### WHAT NEEDS TO BE DONE
In the material below, find every line containing "absolute" and copy that line.

*** SUPPLIED RECORDS

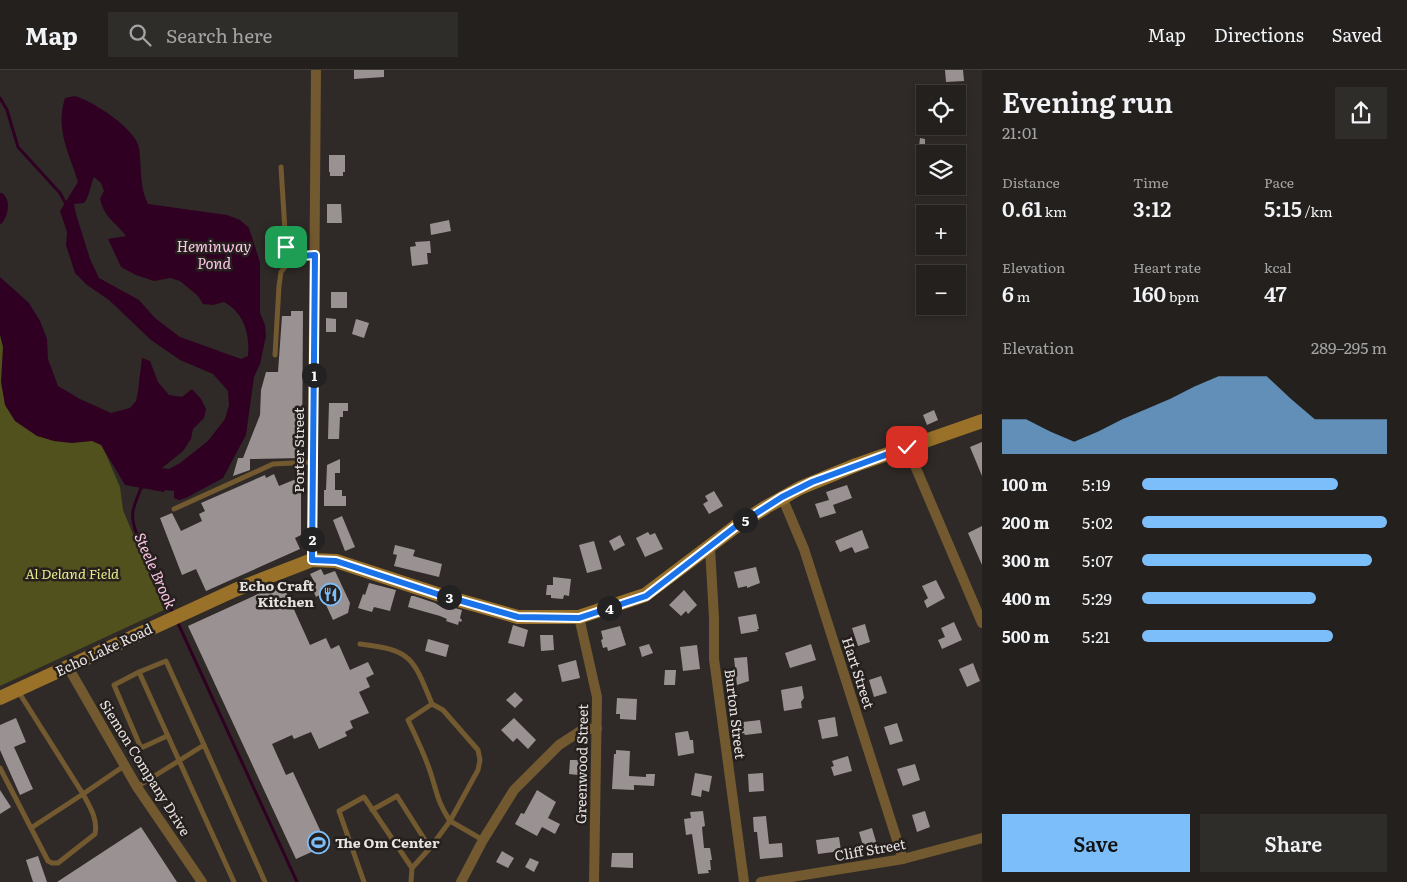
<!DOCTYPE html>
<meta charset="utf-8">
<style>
body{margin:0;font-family:Literata,serif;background:#2f2d2a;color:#f1f3f6;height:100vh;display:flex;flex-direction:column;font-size:19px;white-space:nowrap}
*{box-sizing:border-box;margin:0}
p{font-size:16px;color:#a3a3a4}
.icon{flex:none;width:28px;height:28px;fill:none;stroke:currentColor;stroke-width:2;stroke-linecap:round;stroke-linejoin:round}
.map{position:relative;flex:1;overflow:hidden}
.sheet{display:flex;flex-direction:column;background:#23201d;width:425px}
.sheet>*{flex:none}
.tools{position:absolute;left:916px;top:15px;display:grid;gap:10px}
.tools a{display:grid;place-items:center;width:50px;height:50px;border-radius:0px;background:#23201d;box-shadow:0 2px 8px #0003,0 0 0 1px #403e3b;font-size:25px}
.pin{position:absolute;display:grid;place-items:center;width:42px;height:42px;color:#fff;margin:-21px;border-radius:10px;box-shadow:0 2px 8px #0006}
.km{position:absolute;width:25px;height:25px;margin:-12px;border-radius:50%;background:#222;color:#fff;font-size:14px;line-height:25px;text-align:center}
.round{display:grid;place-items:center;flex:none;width:52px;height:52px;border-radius:0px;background:#2f2d2a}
.head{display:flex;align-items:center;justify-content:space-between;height:85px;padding:0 20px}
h1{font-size:28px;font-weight:600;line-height:38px}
.stats{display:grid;grid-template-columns:repeat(3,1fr);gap:8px;height:85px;padding:5px 20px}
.stats div{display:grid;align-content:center}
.stats b{font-size:21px;font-weight:600}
.stats small{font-size:14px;font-weight:400}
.stats p{font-size:14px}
.chart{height:140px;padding:10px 20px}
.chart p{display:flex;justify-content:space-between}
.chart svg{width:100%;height:90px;margin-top:5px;fill:#7cbef9;opacity:.7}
.action{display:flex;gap:10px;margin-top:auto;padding:10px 20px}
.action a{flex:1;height:58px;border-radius:0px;background:#7cbef9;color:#111;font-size:20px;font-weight:600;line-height:58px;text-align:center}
.action a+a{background:#2f2d2a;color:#f1f3f6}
ul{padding:0 20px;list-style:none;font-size:16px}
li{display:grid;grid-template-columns:80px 60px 1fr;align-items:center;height:38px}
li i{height:12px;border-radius:6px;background:#7cbef9}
header{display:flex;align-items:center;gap:30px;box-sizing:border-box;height:70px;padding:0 25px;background:#23201d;border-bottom:1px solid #403e3b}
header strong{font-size:24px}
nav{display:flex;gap:28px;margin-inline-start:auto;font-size:18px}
.search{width:350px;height:45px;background:#2f2d2a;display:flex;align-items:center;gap:12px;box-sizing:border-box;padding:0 18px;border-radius:0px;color:#a3a3a4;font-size:19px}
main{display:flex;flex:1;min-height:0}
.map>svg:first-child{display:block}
.green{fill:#50511c}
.water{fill:#2f0022;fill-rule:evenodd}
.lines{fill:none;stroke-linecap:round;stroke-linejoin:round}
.stream{stroke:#2f0022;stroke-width:3}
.building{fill:#9a9292}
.service{stroke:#72592f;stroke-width:5}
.minor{stroke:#72592f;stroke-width:10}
.secondary{stroke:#9a7128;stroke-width:14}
.route-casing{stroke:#fff;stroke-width:10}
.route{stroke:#1a73e8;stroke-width:6}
.labels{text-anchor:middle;stroke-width:5;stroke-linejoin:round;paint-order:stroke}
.street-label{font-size:14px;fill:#e7e3e1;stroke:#25201d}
.park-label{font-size:14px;font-style:italic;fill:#e6ea8a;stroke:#25201d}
.poi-label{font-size:14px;font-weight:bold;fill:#e7e3e1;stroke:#25201d;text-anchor:end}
.water-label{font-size:15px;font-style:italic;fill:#fcc7e6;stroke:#25201d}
</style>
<header>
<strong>Map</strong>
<div class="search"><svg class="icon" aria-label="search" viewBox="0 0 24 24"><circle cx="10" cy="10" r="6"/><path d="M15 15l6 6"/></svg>Search here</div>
<nav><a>Map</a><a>Directions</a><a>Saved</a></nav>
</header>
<main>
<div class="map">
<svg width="982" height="812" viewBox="0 0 982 812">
<rect width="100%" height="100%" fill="#2f2a27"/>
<path class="green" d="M0 236 26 289 98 366 120 417 123 440 164 540 0 616Z"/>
<g class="water">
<path d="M75 26C93 31 136 59 139 78 142 98 139 116 148 134L227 145 240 150 249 158 260 192V243L265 255 266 266 260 294 254 307 246 365 223 408 186 428 179 430 174 428V421L165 420 164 422 125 415 101 375 92 371 72 373 54 371 37 366 15 351 5 335 1 312 3 277 0 265V207L29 233 40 251 47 269 48 289 58 316 80 329 111 343 130 338 136 331 138 321 142 288 150 291 158 312 169 325 182 327 192 319 201 329 206 339 204 348 193 359 191 369 183 381 162 398 169 399 180 393 208 371 225 349 229 335 228 321 213 304 180 290 151 270 109 230 87 215 75 203 66 175 67 162 60 141 78 112C69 82 55 60 65 28ZM94 107 101 113 104 121 100 129C105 149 115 151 126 166L108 169 121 197 136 205 154 211 170 208 180 211 198 226 203 234 213 235 224 232C244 243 250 264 248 286L241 289 180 267 155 248 139 230 99 208 90 189 76 144 74 134 84 133C90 126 90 115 94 107Z"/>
<path d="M0 123H2C12 130 8 148 0 155Z"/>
</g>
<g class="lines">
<g class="stream">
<path d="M0 28 7 40 18 77 60 123 67 136"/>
<path d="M143 417 141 418C134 437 129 442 136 462L173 543"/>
<path d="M177 551 297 812"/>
</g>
</g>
<g class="building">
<path d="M354 0H384V7L354 9Z"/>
<path d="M945 0H963L964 11 946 12Z"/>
<path d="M920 68 925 69V94L917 95Z"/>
<path d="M329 85H345V102H343V106H330V102H329Z"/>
<path d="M327 134H341L342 153H327Z"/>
<path d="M449 150 451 161 431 165 430 154Z"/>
<path d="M430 171 431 183H427L428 194 412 196 410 177 416 176 415 172Z"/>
<rect x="331" y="222" width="16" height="16"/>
<path d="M291 241H303L302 388 250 389V400L233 406 238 388H243L260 345 261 320 266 302H278L282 246H291Z"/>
<path d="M326 248 336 249V262H326Z"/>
<path d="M356 249 369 253 364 268 352 264Z"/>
<path d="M329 333H348V341H343V347H340L339 369H328Z"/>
<path d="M934 340 938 350 927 355 923 345Z"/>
<path d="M982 372V406L970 377Z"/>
<path d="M340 389V403H335V420H342V426H346V436H324V420H326L327 395Z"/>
<path d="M274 404 279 416 301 407V465L295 468 300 479 206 521 196 499 182 505 160 448 172 443 181 461 202 451 199 444 205 441 201 433 265 405 266 408Z"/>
<path d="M847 415 852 428 833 435 836 443 820 448 815 434 829 430 826 422Z"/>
<path d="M714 421 723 436 709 444 703 434 708 431 705 426Z"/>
<path d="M342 446 355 477 345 481 333 450Z"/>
<path d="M982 456V495L968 463Z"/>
<path d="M862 460 869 478 855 483 852 477 840 482 835 471Z"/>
<path d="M648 462 650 465 655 463 663 479 645 487 636 468Z"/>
<path d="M620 465 625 475 614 481 609 471Z"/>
<path d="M594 471 602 499 587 503 579 475Z"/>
<path d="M395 475 415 480 413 486 442 494 439 507 394 496 397 485 393 484Z"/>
<path d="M756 497 760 513 747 518V516L738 518 734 502Z"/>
<path d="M321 499 324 505 335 501 350 533 348 543 333 550 321 524 316 527 313 520V516L316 515 310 504Z"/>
<path d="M553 507 571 509 569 526 564 525 563 529 551 528V525H546L547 515H553Z"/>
<path d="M936 510 945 528 927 538 924 531 928 528 922 516Z"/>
<path d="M282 513 310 575 326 568 331 579 339 575 350 600 368 592 374 604 366 608 370 617 359 622 369 643 350 651 353 658 345 662 347 666 319 679 311 662 294 669 292 665 272 674 286 705 293 702 327 775 296 789 188 556Z"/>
<path d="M369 513 396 520 390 541 374 537 372 542 358 538 363 524 365 525Z"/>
<path d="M684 520 697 535 688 544 686 541 681 546 669 535Z"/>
<path d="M411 526H414L435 533 443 538 444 535 462 540 460 548 462 550 461 552 459 551 458 555 446 551 447 549 440 546 408 537Z"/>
<path d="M756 544 759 559H757L758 561 741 564 738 547Z"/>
<path d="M954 552 962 570 942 579 938 570 945 567 941 558Z"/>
<path d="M865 554 870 572 858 576 852 558Z"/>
<path d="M513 555 528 560 524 577 508 573Z"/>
<path d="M620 556 626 575 608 581 607 577 603 578 601 570 603 569 601 561Z"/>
<path d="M540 565H553L554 580 541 581Z"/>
<path d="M428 569 449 575 446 587 425 581Z"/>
<path d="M649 574 653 583 642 587 639 577Z"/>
<path d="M811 574 816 590 790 598 785 583Z"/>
<path d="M697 575 700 599 683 601 680 577Z"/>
<path d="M747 587 749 611 737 615 734 588Z"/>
<path d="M576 590 580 608 562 612 558 595Z"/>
<path d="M973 593 980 611 967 617 959 599Z"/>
<path d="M665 600H676L675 615H664Z"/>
<path d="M881 606 887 623 874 627 869 610Z"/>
<path d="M802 616 804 628 801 632 802 638 784 641 781 620Z"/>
<path d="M515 622 523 630 515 638 506 630Z"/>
<path d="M617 628 637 629 636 650 620 649V644H616Z"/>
<path d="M835 647 838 666 822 669 818 650Z"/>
<path d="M16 648 26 672 14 677 33 719 20 725 0 680V655Z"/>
<path d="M514 648 536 670 528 679 517 668 513 672 501 660Z"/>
<path d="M760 650 762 663 745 665 744 663 740 664 739 654H743V652Z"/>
<path d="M897 653 903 671 890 675 884 657Z"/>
<path d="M688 661 690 670H693L694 683 678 686 675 663Z"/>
<path d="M616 680 630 681 629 706 646 707V704H655L654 716 634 715V720L612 719 614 684H616Z"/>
<path d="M848 686 852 701 834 706 831 697 834 696 832 691Z"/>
<path d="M570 690H582V703H578V705L569 704Z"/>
<path d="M915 694 920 710 903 716 897 699Z"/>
<path d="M695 703 712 706 709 722 702 720 701 727 691 725Z"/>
<path d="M763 703 764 721 749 722 748 704Z"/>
<path d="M0 720 11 737 0 744Z"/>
<path d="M537 720 556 732 548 748 560 754 555 764 542 757 537 766 515 754 521 743 524 744Z"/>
<path d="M703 741 705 756 702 757 704 778H710L712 790H710L711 800H708L709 803 698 804 692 764 686 765 684 749 691 748 690 742Z"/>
<path d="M925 741 930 757 917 762 912 745Z"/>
<path d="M766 746 769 774 782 773 783 787 760 789 757 762H754L753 747Z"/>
<path d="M141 757 177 812H57Z"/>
<path d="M872 758 877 775 864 779 859 762Z"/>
<path d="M839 767 841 781 818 784 816 770Z"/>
<path d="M502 781 514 788 508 798 496 792Z"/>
<path d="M612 783H633V798L611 797Z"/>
<path d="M38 786 47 812H33L26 790Z"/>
<path d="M530 788 539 792 534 802 525 797Z"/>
</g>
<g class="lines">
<g class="service">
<path d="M281 97 286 177 289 192"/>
<path d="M275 285 279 216 281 202 289 192 300 186 314 185"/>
<path d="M174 439 273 394 313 392"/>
<path d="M360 574C411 580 413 587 432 634"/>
<path d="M139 602 114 615 141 678 167 666"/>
<path d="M18 621 83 724 124 696"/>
<path d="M432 634 443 640 478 680 480 690 478 700 450 751C438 733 437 723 431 704 425 685 416 667 408 650Z"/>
<path d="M204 675 166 591 139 602 234 812"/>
<path d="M0 698 48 791 52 793H58L95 764C98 749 90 737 83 724L31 758"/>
<path d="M137 717 204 675 265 812"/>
<path d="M372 740 397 726 430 778"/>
<path d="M412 798 430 778 450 751 483 770"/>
<path d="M364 812 339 741 364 727 412 798 411 812"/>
</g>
<g class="minor">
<path d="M907 377 982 553"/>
<path d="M782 427 804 479 903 789"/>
<path d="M710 478 714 548V589L744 812"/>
<path d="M312 490 316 0"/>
<path d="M579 547 597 627 594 812"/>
<path d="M68 597 137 717 202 812"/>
<path d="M461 812 483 770 514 720 559 675 582 660 597 658"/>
<path d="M761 812 903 789 982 768"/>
</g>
<path class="secondary" d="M0 628 235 520 312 490 336 491 437 524 518 547H579L645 525 735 457 766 437 800 418 856 395 982 351"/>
</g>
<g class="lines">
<defs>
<path id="route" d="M286 177 289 192 300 186 315 185 312 490 336 491 437 524 518 547 579 548 646 526 735 457 782 427 812 412 907 377"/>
</defs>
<use href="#route" class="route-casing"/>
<use href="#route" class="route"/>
</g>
<defs>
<symbol id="restaurant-ring" viewBox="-11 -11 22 22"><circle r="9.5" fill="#25201d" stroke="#7cbef9" stroke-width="1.5"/><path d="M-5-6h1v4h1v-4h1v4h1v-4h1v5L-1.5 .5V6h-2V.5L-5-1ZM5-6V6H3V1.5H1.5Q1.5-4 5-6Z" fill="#7cbef9"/></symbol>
<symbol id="stadium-ring" viewBox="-11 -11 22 22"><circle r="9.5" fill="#25201d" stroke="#7cbef9" stroke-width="1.5"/><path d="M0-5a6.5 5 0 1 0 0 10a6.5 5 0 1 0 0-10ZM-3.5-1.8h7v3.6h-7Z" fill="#7cbef9"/></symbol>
</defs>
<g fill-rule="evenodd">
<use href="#restaurant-ring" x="318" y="512" width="25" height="25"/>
<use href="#stadium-ring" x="306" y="760" width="25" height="25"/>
</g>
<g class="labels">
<g class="street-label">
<text transform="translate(299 380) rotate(-90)" y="5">Porter Street</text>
<text transform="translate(104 580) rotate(-25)" y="5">Echo Lake Road</text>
<text transform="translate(858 603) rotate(72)" y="5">Hart Street</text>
<text transform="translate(735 644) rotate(83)" y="5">Burton Street</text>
<text transform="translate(582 694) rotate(-89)" y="5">Greenwood Street</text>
<text transform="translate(145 698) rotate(58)" y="5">Siemon Company Drive</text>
<text transform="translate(870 780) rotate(-10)" y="5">Cliff Street</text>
</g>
<g class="park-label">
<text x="72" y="509">Al Deland Field</text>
</g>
<g class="poi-label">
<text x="314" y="521">Echo Craft<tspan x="314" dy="16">Kitchen</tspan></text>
<text x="335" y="778" text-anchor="start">The Om Center</text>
</g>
<g class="water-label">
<text x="214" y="182">Heminway<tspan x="214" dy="17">Pond</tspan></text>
<text transform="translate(155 501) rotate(66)" y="5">Steele Brook</text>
</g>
</g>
</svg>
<div class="tools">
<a><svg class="icon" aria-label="locate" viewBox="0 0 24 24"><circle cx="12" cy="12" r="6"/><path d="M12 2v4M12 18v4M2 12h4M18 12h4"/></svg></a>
<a><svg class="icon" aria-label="layers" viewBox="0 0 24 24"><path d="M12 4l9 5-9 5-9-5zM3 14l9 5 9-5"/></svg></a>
<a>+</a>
<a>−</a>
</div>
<div class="pin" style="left:286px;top:177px;background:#1e9e55"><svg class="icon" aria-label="arrive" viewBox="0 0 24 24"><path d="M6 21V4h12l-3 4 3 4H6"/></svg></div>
<div class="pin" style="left:907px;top:377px;background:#d93025"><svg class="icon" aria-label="check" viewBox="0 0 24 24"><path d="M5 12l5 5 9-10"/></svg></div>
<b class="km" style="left:314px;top:305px">1</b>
<b class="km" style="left:312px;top:469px">2</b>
<b class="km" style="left:449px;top:527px">3</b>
<b class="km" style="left:609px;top:538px">4</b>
<b class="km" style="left:745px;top:450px">5</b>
</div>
<section class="sheet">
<div class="head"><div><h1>Evening run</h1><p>21:01</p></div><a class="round"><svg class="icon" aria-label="share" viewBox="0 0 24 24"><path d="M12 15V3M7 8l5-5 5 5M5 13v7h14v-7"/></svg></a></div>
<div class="stats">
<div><p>Distance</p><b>0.61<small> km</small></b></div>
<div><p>Time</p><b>3:12</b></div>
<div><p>Pace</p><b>5:15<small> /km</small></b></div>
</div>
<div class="stats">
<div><p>Elevation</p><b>6<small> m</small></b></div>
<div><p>Heart rate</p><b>160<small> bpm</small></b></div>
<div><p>kcal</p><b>47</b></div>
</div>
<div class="chart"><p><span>Elevation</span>289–295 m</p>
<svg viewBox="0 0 160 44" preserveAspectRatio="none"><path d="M0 44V27L10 27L20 33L30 38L40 33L50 27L60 22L70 17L80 11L90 6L100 6L110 6L120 17L130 27L140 27L150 27L160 27V44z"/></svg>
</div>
<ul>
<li><b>100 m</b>5:19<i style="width:80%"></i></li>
<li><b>200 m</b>5:02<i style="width:100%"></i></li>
<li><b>300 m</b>5:07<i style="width:94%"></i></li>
<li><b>400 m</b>5:29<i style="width:71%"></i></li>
<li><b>500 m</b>5:21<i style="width:78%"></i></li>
</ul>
<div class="action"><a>Save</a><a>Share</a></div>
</section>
</main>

******

### WRITTEN REPLY
.tools{position:absolute;left:916px;top:15px;display:grid;gap:10px}
.pin{position:absolute;display:grid;place-items:center;width:42px;height:42px;color:#fff;margin:-21px;border-radius:10px;box-shadow:0 2px 8px #0006}
.km{position:absolute;width:25px;height:25px;margin:-12px;border-radius:50%;background:#222;color:#fff;font-size:14px;line-height:25px;text-align:center}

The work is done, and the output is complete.